== YOUR INSTRUCTIONS ==
Set all of the entries down again precisely as they are written.

Stored data entries
___
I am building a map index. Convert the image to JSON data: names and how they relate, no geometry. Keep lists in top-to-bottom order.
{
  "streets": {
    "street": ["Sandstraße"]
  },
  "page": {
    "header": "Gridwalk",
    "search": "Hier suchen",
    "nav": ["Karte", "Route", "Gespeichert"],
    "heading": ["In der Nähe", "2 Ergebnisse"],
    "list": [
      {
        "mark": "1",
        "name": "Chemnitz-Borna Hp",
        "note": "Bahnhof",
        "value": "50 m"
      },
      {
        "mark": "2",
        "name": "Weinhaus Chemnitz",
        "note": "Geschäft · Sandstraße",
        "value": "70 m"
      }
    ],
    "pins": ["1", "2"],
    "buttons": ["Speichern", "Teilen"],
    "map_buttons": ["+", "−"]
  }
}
___
== SOLVED PROBLEM ==
I am building a map index. Convert the image to JSON data: names and how they relate, no geometry. Keep lists in top-to-bottom order.
{
  "streets": {
    "street": ["Sandstraße"]
  },
  "page": {
    "header": "Gridwalk",
    "search": "Hier suchen",
    "nav": ["Karte", "Route", "Gespeichert"],
    "heading": ["In der Nähe", "2 Ergebnisse"],
    "list": [
      {
        "mark": "1",
        "name": "Chemnitz-Borna Hp",
        "note": "Bahnhof",
        "value": "50 m"
      },
      {
        "mark": "2",
        "name": "Weinhaus Chemnitz",
        "note": "Geschäft · Sandstraße",
        "value": "70 m"
      }
    ],
    "pins": ["1", "2"],
    "buttons": ["Speichern", "Teilen"],
    "map_buttons": ["+", "−"]
  }
}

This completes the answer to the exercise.